TASK DIRECTIONS.
Print the lines of the data, starting with the first, up to and including the line where "--surface:#1c2622; --page:#252e2a; --text:#f1f3f6;" appears.

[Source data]
·····

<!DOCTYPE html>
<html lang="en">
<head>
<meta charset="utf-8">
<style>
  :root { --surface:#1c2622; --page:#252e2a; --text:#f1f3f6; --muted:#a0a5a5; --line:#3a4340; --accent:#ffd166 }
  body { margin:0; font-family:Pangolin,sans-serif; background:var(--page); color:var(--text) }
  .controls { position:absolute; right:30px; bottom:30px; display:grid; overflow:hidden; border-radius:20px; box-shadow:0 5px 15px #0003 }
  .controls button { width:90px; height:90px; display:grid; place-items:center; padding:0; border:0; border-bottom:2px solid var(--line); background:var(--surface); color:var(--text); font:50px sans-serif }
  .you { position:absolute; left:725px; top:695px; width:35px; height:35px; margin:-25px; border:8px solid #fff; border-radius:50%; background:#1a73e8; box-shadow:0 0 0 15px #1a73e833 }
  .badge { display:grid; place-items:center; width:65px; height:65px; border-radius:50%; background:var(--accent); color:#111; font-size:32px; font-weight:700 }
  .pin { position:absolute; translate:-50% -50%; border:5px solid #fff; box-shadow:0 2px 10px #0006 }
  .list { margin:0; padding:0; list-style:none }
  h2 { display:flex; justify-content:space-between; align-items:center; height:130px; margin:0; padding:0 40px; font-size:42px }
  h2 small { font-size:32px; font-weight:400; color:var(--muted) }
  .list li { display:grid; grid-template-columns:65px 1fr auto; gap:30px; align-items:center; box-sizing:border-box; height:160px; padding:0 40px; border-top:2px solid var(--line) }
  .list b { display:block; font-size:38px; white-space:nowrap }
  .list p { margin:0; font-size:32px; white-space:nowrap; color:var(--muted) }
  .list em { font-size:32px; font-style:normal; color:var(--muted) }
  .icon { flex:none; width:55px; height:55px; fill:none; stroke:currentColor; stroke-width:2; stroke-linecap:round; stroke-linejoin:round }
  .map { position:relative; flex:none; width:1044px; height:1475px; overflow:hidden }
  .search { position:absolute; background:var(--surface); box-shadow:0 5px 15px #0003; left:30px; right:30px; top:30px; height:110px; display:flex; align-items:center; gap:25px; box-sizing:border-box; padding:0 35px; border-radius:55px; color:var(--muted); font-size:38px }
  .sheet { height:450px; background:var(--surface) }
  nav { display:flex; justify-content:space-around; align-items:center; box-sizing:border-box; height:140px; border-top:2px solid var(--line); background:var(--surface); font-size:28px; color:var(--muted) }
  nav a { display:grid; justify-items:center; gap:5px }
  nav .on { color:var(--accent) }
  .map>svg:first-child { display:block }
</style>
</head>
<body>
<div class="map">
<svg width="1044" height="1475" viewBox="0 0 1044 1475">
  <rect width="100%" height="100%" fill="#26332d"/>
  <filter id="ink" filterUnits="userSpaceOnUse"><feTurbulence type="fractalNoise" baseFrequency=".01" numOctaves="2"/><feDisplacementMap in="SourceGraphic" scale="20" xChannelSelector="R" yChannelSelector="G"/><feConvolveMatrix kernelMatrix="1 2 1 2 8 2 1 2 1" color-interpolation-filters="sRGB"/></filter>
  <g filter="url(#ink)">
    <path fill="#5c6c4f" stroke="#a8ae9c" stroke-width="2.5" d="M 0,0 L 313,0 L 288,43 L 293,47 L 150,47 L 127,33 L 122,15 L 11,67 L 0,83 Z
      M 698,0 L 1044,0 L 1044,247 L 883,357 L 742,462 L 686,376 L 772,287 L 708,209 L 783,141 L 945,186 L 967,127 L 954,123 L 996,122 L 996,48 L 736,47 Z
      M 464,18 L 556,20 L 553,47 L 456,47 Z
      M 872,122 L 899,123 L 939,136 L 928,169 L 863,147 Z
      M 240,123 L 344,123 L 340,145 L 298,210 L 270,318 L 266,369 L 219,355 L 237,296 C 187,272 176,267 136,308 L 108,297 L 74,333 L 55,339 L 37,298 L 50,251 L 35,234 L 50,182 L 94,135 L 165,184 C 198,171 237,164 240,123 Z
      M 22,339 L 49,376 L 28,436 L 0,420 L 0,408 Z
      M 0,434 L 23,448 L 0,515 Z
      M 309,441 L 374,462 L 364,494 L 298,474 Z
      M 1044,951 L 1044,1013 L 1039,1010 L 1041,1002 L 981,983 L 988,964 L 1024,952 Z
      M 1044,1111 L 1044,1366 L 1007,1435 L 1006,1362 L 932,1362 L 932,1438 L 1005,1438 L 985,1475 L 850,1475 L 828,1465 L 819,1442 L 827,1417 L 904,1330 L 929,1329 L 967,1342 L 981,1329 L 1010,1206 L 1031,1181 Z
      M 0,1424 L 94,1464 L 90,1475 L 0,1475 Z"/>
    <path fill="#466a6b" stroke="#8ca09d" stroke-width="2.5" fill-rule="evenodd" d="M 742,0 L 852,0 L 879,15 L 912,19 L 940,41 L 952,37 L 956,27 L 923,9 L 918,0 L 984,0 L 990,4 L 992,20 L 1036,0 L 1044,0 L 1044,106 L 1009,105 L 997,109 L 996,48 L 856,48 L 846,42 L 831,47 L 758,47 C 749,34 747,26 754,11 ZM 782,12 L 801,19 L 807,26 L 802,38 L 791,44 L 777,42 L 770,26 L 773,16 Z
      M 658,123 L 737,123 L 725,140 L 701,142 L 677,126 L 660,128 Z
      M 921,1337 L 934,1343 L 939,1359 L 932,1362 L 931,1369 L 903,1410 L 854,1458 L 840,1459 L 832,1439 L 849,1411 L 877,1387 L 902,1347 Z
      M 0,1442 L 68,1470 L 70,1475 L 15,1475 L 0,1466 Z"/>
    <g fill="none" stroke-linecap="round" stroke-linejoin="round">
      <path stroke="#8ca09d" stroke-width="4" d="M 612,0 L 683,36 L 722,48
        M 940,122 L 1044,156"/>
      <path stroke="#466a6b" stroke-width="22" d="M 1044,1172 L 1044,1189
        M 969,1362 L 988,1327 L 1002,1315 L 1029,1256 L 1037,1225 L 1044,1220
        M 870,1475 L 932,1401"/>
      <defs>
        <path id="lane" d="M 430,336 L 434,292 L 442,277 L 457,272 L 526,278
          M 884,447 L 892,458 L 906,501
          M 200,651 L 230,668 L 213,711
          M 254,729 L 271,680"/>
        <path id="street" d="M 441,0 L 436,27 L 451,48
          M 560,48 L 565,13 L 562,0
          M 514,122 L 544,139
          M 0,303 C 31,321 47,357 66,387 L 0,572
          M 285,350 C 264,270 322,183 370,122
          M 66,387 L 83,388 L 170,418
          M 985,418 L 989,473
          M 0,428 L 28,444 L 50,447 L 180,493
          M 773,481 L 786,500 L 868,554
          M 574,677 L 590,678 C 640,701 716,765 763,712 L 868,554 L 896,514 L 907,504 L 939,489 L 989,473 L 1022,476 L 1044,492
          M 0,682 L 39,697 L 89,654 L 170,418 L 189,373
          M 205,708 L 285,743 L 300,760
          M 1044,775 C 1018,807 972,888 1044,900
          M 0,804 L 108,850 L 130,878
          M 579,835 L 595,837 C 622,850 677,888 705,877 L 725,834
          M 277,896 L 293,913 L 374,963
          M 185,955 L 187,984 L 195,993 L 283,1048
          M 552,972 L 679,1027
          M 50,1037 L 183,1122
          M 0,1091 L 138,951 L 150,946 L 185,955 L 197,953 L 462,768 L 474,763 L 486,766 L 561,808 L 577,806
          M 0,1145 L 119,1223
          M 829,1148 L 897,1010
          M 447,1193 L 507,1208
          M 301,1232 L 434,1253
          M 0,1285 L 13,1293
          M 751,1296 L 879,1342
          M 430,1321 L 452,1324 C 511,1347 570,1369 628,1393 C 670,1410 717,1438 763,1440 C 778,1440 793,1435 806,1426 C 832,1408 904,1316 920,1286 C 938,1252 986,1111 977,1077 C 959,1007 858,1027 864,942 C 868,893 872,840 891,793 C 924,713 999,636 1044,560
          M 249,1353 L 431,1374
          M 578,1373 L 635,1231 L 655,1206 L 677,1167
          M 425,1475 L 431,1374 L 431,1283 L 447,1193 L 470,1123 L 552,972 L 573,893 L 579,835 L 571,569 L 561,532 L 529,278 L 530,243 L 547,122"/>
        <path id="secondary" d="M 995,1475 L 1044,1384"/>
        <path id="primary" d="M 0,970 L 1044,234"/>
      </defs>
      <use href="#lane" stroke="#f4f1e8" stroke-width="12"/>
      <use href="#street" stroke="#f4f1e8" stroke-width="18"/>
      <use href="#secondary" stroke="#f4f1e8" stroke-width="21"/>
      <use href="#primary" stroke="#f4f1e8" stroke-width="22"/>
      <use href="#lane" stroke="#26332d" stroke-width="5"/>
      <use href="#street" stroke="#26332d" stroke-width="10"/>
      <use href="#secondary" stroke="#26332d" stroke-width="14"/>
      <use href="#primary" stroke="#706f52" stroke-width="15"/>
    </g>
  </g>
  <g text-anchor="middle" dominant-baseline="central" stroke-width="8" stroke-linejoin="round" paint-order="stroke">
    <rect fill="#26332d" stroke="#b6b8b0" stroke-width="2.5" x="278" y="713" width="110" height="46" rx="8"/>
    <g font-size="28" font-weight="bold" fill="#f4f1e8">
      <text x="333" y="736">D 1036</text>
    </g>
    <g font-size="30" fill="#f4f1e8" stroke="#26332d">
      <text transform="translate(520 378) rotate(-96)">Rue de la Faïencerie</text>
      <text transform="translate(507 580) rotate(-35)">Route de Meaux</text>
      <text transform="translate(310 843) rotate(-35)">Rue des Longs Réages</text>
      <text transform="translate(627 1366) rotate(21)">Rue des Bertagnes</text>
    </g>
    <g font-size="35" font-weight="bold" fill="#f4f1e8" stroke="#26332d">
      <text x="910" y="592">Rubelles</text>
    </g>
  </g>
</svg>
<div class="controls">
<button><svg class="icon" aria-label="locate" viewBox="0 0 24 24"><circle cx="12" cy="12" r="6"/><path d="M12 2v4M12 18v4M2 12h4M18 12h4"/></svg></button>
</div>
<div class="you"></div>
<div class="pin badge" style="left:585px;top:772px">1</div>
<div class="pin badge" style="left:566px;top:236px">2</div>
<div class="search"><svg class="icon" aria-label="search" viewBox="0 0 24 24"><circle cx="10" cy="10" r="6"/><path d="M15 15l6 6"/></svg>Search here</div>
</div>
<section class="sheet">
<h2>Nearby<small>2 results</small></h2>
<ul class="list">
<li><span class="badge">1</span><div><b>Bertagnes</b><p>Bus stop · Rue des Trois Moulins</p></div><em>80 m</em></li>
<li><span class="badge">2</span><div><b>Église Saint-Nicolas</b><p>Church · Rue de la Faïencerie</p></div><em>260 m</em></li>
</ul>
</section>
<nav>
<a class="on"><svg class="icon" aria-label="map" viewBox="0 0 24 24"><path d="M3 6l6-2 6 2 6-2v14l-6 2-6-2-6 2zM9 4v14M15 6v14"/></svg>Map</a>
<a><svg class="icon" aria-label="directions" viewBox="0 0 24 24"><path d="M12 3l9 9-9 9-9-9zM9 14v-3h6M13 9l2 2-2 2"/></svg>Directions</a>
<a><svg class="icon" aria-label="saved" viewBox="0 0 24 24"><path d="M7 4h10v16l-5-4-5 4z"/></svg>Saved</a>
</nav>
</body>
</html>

·····

FINISHED EXERCISE.
<!DOCTYPE html>
<html lang="en">
<head>
<meta charset="utf-8">
<style>
  :root { --surface:#1c2622; --page:#252e2a; --text:#f1f3f6; --muted:#a0a5a5; --line:#3a4340; --accent:#ffd166 }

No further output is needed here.